The latest ‘change program’ is often greeted with cynicism from line managers and employees alike. As this HBR article attests, as a business community, success rates for implementing change have shifted little from the 30% mark published by John Kotter almost 10 years ago.
"There’s an underlying semantic problem, stemming from confusion between what constitutes “change” versus 'transformation.' Many managers don’t realize that the two are not the same. And while we’ve actually come a long way in learning how to manage change, we continue to struggle with transformation."
What this article does not talk about is the characteristic of transformation which is irreversible. This concept was first widely introduced by Robert Fritz in his book The Path of Least Resistance. It is about altering the fundamental structure of something - like coal turning to diamonds - so that it can never go back.
At Walking the Talk, we often discuss this with our clients. One of our core concepts is that of BE-DO-HAVE. If you believe certain things, hold certain values, you will DO certain things which will give you particular business outcomes. At the BE level, when we consider changes to the level of consciousness, or level of development (Susanne Cook Greuter’s work as well as Ken Wilber) once one attains a certain, broader world view it is impossible to reverse back to the previous more narrow one.

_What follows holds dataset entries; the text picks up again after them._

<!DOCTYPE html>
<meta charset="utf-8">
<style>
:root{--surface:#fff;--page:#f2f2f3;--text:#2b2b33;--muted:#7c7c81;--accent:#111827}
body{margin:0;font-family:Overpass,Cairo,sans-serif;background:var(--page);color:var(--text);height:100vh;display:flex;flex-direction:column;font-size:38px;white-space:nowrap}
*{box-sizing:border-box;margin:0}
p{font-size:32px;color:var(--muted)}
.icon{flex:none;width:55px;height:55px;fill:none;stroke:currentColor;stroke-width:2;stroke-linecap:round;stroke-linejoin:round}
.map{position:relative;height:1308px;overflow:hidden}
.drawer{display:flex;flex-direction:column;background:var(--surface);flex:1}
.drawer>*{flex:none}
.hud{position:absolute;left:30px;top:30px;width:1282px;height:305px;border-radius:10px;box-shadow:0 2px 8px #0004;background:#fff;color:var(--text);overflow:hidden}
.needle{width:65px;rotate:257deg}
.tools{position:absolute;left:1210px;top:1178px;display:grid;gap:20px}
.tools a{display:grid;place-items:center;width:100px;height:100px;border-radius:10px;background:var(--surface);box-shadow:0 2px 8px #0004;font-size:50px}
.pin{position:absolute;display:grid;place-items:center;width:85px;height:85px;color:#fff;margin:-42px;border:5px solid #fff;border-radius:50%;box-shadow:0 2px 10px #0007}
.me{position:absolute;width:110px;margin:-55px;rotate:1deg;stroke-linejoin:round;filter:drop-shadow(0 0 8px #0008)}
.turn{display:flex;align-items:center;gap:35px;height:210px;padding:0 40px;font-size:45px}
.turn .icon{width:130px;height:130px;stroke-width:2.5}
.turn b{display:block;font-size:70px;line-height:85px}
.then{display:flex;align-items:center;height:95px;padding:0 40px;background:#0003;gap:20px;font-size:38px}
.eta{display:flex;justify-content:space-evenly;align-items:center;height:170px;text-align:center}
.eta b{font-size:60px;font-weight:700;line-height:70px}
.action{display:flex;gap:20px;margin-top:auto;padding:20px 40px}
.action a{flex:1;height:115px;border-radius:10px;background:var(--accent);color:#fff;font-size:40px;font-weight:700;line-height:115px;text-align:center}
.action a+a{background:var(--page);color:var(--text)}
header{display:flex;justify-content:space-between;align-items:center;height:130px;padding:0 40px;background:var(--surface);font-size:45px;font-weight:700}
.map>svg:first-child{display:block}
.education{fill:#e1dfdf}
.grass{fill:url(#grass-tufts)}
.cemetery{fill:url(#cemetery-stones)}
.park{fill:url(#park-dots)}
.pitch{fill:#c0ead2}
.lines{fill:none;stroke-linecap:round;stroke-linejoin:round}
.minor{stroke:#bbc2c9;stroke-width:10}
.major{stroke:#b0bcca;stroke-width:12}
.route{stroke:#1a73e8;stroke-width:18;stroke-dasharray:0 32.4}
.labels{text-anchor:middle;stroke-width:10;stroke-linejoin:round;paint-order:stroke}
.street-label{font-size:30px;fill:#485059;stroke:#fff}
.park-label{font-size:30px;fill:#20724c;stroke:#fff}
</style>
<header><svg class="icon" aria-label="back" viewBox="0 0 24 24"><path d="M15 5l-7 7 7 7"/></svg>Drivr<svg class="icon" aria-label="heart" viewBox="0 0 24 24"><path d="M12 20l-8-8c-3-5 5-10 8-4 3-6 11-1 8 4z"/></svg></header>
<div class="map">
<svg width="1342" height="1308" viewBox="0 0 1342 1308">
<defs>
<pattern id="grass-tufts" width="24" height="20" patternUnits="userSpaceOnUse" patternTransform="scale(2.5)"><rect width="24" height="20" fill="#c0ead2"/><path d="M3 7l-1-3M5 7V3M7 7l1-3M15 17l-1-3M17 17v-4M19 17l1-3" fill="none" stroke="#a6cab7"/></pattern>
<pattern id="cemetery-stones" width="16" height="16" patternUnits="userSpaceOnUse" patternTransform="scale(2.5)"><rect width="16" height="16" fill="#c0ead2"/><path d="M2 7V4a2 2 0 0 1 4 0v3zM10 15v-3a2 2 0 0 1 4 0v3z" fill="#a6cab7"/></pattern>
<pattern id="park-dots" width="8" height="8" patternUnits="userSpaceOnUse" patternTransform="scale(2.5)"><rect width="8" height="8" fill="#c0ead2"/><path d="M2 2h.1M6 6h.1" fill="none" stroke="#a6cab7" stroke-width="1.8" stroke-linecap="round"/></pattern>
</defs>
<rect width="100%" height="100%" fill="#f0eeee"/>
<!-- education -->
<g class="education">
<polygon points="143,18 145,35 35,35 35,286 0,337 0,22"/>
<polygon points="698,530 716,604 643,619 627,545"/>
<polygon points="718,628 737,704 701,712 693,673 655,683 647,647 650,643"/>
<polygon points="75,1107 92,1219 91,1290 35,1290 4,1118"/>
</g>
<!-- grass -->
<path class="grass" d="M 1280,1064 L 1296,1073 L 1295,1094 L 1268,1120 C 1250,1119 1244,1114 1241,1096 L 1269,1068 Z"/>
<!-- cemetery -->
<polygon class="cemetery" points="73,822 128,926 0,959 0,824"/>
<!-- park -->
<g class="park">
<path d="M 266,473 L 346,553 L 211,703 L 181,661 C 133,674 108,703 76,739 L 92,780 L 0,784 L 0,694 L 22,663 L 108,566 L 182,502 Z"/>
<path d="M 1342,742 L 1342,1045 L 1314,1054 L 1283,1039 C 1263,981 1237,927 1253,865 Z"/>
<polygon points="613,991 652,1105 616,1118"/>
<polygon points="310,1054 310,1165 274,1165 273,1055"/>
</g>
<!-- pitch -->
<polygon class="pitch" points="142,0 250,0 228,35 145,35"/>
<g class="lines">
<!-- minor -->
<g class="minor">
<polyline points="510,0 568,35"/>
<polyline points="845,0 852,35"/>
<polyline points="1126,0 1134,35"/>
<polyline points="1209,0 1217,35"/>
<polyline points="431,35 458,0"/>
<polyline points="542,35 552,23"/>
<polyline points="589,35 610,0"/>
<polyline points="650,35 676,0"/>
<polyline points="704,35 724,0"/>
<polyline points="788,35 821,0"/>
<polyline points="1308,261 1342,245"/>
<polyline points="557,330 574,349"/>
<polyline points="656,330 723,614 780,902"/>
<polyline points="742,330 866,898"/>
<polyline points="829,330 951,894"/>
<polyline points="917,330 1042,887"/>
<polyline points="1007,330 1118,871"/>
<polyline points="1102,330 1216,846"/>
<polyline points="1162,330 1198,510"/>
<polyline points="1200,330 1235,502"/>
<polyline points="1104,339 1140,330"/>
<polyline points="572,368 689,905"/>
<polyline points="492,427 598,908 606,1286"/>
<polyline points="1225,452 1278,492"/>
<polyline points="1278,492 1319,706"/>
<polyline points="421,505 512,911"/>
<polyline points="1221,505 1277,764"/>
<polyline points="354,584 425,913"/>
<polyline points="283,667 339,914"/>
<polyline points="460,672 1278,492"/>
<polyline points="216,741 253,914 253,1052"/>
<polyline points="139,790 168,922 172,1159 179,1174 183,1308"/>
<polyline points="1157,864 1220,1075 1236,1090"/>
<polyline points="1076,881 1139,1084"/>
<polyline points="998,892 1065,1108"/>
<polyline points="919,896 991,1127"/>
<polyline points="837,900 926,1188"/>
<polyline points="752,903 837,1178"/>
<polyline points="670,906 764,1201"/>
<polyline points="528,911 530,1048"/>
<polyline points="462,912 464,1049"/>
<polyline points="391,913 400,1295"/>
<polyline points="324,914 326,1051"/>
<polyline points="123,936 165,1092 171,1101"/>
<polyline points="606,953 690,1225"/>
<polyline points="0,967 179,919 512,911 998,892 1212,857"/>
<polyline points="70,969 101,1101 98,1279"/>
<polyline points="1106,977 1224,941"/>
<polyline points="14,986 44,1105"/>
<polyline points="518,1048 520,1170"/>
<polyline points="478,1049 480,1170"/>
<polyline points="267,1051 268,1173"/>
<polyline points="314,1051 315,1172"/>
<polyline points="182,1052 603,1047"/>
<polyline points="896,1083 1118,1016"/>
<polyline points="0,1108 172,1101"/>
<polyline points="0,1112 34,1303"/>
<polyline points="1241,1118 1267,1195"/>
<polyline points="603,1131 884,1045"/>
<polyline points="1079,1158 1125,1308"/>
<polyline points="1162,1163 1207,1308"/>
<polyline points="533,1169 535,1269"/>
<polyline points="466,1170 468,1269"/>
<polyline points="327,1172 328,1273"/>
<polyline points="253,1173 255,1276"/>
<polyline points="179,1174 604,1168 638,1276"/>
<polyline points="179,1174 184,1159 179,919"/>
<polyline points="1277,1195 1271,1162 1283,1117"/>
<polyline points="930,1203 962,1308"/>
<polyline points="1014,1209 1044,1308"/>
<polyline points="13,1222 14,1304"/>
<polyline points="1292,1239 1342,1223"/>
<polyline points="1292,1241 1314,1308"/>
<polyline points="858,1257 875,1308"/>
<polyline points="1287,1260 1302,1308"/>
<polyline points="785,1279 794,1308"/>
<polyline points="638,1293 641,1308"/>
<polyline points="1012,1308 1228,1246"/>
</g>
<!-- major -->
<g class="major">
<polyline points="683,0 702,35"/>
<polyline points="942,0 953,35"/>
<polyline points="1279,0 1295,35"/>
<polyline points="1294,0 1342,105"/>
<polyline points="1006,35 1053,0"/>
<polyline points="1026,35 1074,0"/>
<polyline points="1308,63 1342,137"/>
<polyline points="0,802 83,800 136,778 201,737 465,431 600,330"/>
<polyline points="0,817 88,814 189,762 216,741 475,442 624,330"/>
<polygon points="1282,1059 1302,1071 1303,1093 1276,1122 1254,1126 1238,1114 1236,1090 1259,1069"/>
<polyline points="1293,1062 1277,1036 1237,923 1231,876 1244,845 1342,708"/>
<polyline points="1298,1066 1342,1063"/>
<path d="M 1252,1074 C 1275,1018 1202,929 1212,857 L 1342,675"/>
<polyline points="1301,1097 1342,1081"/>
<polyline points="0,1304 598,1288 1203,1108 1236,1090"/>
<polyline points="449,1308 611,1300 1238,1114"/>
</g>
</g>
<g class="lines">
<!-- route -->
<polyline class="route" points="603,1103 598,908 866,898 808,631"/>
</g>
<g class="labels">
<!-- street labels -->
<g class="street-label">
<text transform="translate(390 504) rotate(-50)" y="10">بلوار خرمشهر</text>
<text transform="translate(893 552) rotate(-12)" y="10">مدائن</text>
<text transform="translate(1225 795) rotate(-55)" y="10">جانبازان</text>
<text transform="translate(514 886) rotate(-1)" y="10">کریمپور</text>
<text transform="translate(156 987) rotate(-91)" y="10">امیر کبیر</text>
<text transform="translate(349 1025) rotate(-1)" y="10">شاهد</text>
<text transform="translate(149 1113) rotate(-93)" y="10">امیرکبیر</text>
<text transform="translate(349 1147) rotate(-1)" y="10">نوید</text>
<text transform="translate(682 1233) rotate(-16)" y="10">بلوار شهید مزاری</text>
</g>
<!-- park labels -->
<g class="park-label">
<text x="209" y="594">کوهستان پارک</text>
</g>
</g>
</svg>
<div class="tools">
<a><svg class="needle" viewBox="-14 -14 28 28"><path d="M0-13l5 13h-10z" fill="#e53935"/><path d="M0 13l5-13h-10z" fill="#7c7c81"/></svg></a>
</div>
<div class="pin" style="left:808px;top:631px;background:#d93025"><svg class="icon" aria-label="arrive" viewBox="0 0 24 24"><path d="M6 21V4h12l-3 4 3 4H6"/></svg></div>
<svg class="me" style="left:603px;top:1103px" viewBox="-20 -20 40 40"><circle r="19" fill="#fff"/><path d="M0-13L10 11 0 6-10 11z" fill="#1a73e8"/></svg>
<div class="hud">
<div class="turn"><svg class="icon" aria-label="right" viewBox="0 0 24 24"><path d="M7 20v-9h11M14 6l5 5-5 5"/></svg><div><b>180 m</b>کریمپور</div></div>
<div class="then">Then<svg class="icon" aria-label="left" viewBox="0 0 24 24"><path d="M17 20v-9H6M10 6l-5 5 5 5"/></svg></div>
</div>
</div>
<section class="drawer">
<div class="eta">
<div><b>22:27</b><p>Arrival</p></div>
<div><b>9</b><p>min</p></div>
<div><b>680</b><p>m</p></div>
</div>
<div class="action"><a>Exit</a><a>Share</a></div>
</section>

Our experience and observation of organisations is that there is a lot of comfort working at the DO level – creating a new process, restructuring an organisation, implementing new IT infrastructure, buying a company – many of the initiatives describe in this article. Where most companies are less comfortable working is at the foundations of our behaviour – beliefs and values. We believe that working at this level is an organisation's ‘secret weapon.’ And weapon that most organisations don’t use frequently enough.